Add the ground turkey to the pot, using a wooden spoon to break it up into small crumbles. Cook the turkey until cooked through and browned, about 5 minutes.
1 lb Italian style ground turkey
Remove the turkey from the pot and set aside on a plate.
Heat the remaining tablespoon of oil in the pot over medium heat. Add onion, carrots, and celery. Sprinkle generously with salt. Sauté, stirring often, for 3 - 5 minutes.
2 TBS olive oil, 1 cup diced onion, 1 cup carrots, peeled and cut into ¼" thick pieces, 1 cup celery, cut into ¼" thick pieces
Add the potatoes, vegetable broth, and cooked turkey. Sprinkle in another generous dash of salt and stir to combine everything.

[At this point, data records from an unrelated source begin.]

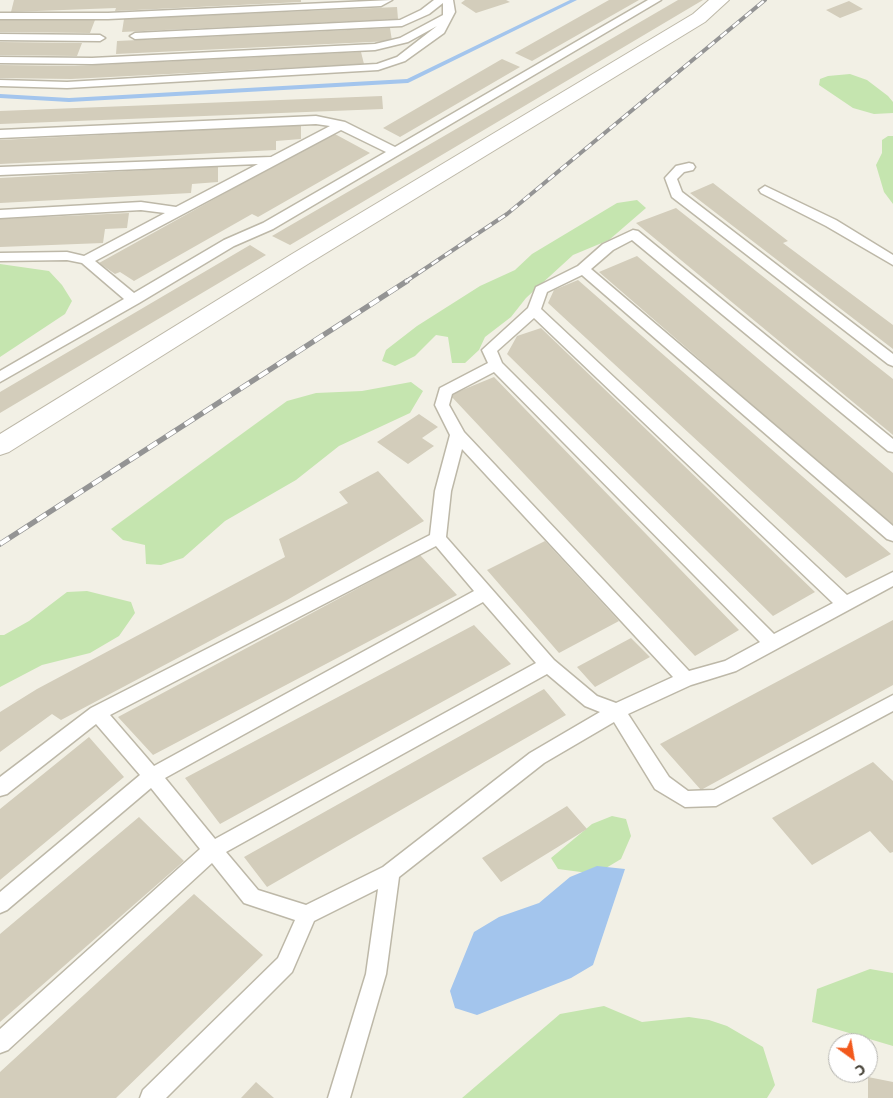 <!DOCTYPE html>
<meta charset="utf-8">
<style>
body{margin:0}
#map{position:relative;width:893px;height:1098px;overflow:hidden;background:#f2f0e5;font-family:"Noto Sans",sans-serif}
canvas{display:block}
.north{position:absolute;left:828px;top:1033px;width:50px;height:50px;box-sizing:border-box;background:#fff;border:1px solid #b4b3ae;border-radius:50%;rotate:148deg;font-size:14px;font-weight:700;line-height:20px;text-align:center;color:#444035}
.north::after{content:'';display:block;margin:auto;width:18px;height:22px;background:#f2591c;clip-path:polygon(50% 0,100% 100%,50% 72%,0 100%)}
</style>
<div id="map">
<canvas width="893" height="1098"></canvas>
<div class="north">С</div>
</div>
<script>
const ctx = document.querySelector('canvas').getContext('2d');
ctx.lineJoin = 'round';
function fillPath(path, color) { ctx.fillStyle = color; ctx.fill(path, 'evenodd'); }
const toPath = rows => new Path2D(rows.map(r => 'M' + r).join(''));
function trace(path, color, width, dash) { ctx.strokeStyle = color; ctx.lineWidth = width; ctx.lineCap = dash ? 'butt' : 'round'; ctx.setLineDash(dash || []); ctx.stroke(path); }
fillPath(toPath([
 [850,74,867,80,888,96,893,102,893,113,874,114,853,108,819,85,820,79,828,76],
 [888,136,893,136,893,204,884,192,876,165,882,153,882,140],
 [637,200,646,208,609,240,573,255,526,298,511,317,485,337,479,350,465,363,452,363,448,337,436,335,415,356,395,366,382,361,386,350,417,326,480,286,515,270,532,254,617,203],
 [0,264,49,271,62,285,72,301,65,314,0,357],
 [411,382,423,391,410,413,339,446,296,480,225,521,183,558,161,565,146,564,145,545,123,540,111,529,287,401,316,393,362,391],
 [87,591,131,602,135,613,119,636,90,653,42,665,0,687,0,635,4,635,29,621,67,592],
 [612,816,626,819,631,836,621,859,596,874,558,869,551,858,592,824],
 [870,969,893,973,893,1046,812,1022,817,989],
 [604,1006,642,1022,689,1017,709,1020,727,1026,763,1047,775,1085,767,1098,462,1098,560,1014]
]), '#c5e5af');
fillPath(toPath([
 [597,866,625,869,593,965,571,978,477,1015,455,1008,450,991,474,932,499,917,539,903,570,877]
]), '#a3c5ed');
fillPath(toPath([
 [570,0,577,0,408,83,69,102,0,98,0,94,69,98,407,79,570,0]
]), '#a3c5ed');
fillPath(toPath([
 [14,0,301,0,301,2,115,11,116,8,11,12],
 [465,0,506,0,510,2,476,13,461,3],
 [609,0,639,0,532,61,515,53],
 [678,0,703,0,290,245,272,236],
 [849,1,863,9,840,18,826,10],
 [397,7,398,19,122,32,124,19],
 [0,19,95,20,90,33,0,32],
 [390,28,392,41,116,54,117,41],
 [0,42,82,43,77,56,0,55],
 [361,52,364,64,71,79,0,78,0,65,75,66],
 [502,59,520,67,400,137,383,128],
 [382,96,383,109,0,124,0,111],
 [301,125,301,139,276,141,276,150,0,164,0,140],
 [333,133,370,153,258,217,252,214,134,281,120,272,115,274,99,263],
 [218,166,218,182,192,184,191,193,0,203,0,178],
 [713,183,788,241,783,243,893,325,893,349,690,193],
 [676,208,893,379,893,435,636,223],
 [129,213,127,228,105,229,103,243,0,247,0,219],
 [250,245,266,255,0,413,0,392],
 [637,256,893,473,893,527,599,272],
 [578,280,891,554,846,578,548,303,554,290],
 [541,328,815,592,773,616,507,354,517,336],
 [494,377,739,630,695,656,450,395],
 [419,414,438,427,422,438,434,446,408,464,377,442],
 [378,471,424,521,287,600,61,720,52,714,0,752,0,712,37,689,285,557,279,539,348,503,339,492],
 [545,541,619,621,559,653,487,570],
 [420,555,457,595,153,755,118,717],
 [893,620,893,685,701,790,660,744],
 [474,625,511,664,220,824,185,778],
 [631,638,650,657,595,687,577,667],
 [544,689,566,715,267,887,244,857],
 [89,737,124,777,0,880,0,809],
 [873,762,893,781,893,852,890,853,870,831,812,865,772,818],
 [567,806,587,829,501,882,482,858],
 [139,817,184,861,0,1022,0,934],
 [194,894,263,955,116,1098,0,1098,0,1072],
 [868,1077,893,1082,893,1098,868,1098],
 [256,1082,274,1098,241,1098]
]), '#d3cdbb');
const service = toPath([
 [392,0,381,6,108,19,0,19,0,13,108,13,392,0],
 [434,0,453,0,455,12,444,33,405,61,378,70,67,88,0,86,0,80,67,82,377,64,397,57,437,26,408,42,375,50,92,64,0,63,0,57,92,58,375,44,400,38,443,15,443,3,429,14,402,26,135,39,130,36,135,33,400,20,421,10,434,0],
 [648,0,661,0,273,229,234,246,139,303,0,382,0,371,124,299,82,263,67,260,0,261,0,253,67,252,84,256,165,213,141,210,0,218,0,210,141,202,176,207,258,164,0,175,0,167,271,157,330,126,316,124,0,138,0,130,316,116,345,122,395,147,648,0],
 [341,130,386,152,263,223,224,240,134,293,95,261,341,130],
 [0,34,100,35,105,38,100,41,0,40,0,34],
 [689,163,693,164,695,167,693,170,684,172,677,179,682,192,893,354,893,366,888,364,672,197,665,178,676,166,689,163],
 [765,186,836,220,893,255,893,265,826,226,761,193,759,190,765,186],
 [633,230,638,231,893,439,893,452,888,451,632,240,613,250,591,269,893,526,893,541,887,539,582,275,547,292,541,309,847,595,893,572,893,586,736,671,691,685,628,714,669,777,688,791,714,790,893,695,893,711,716,806,685,807,655,789,614,722,544,763,399,877,386,974,350,1098,328,1098,366,974,378,889,314,921,292,972,166,1098,140,1098,143,1090,278,958,295,920,244,903,212,863,8,1050,0,1053,0,1029,200,849,151,788,7,910,0,913,0,892,140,775,96,724,7,794,0,796,0,777,91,708,430,535,435,491,450,435,435,405,440,388,488,363,482,350,528,308,536,287,578,266,603,244,633,230],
 [534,318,833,603,774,634,502,363,497,351,534,318],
 [494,372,760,642,725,661,689,671,464,432,449,405,452,394,494,372],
 [462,449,673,677,616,703,597,696,554,660,446,537,451,491,462,449],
 [436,546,474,591,154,766,110,715,436,546],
 [483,602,536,663,215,839,165,778,483,602],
 [547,674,585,706,600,712,530,753,383,867,306,905,258,890,226,852,547,674]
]);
const minor = toPath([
 [709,0,729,0,705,22,308,264,9,452,0,455,0,434,292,254,693,14,709,0]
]);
trace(service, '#bdb8a8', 3);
trace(minor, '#bdb8a8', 2);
fillPath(service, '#fff');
fillPath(minor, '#fff');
const railFar1 = toPath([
 [405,282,507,214,765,0]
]);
const rail = toPath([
 [0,544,407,281]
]);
trace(railFar1, '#949494', 4);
trace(rail, '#949494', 5.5);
trace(railFar1, '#fff', 2.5, [8]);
trace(rail, '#fff', 4, [11]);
</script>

6 cups vegetable broth, 2 cups potatoes, peeled and cut into ½" cubes
Bring the soup to a boil, then lower the heat to a low simmer. Partially cover the pot with a lid. Let it simmer for 10 minutes or until the potatoes are just cooked through.
Stir in the prepared kale. Let the soup continue to simmer for 2 - 3 minutes.
2 handfuls kale, cut into bite sized pieces
Add in the vinegar and stir to distribute it.
Taste the soup and add more salt if necessary. Enjoy!